The title is appropriate, seeing that today the Selena MAC (cosmetics) campaign began. Already sold out, and admittedly, I am quite nervous that I won't get the lipstick of that name. Sigh. More on makeup in another post.

I wanted to talk about the dream I had last night. I woke up with a start, feeling awful. I was mad and sad all the same time.

The setting of the dream was at Camp (Ashland, VA).  In the dream, it seemed like I lived there, but I was moving out that day. Some guy was helping me pack up and get all my stuff sorted, but after my possessions were in the van, I went around to say goodbye. He was following me diligently as I said my farewells. However, I was looking for a person.

This person I am looking for, "C", is someone I know. In real life, our general relationship is hard to describe. It's a case of misunderstandings, but great rapport, mutual affection--there's a lot of history and disappointments on both ends. I acknowledge it's not the best.

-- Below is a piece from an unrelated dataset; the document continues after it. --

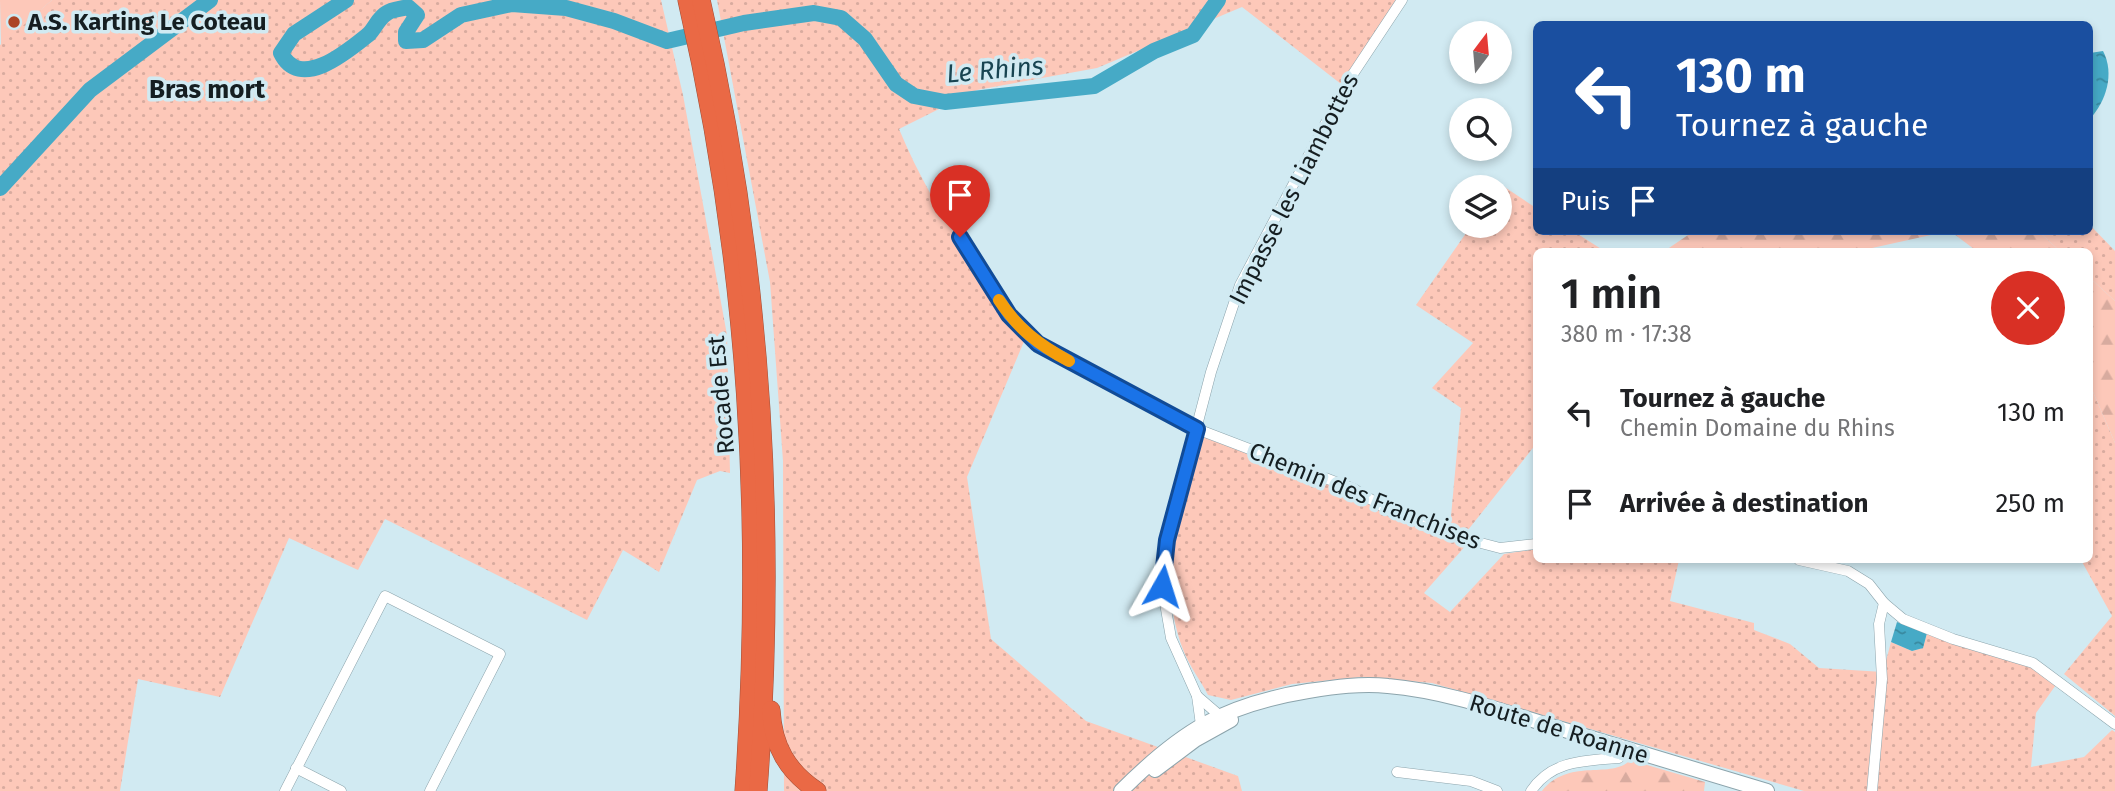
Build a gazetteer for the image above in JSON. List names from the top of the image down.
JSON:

Anyway, in the dream, I was seeking "C" out to say goodbye. I was searching all over Camp, and in the last possible moment, right before I absolutely had to leave, I see him. From across the room, I ran toward him to give him an embrace. I hugged him tight, and then let go. He then told me to run to the van.

The guy who had diligently followed and helped me pack was called elsewhere as I opened the door to the passenger van taking me to the airport. The van was full of people who I was close to and strangers along for the ride to the airport. I called out the people I wasn't close to, asking them to leave the van if they had other motives in being there--namely, they wanted to join in the pre-flight meal we customarily have as a family (yes, this is a real life thing we do almost every time someone leaves!).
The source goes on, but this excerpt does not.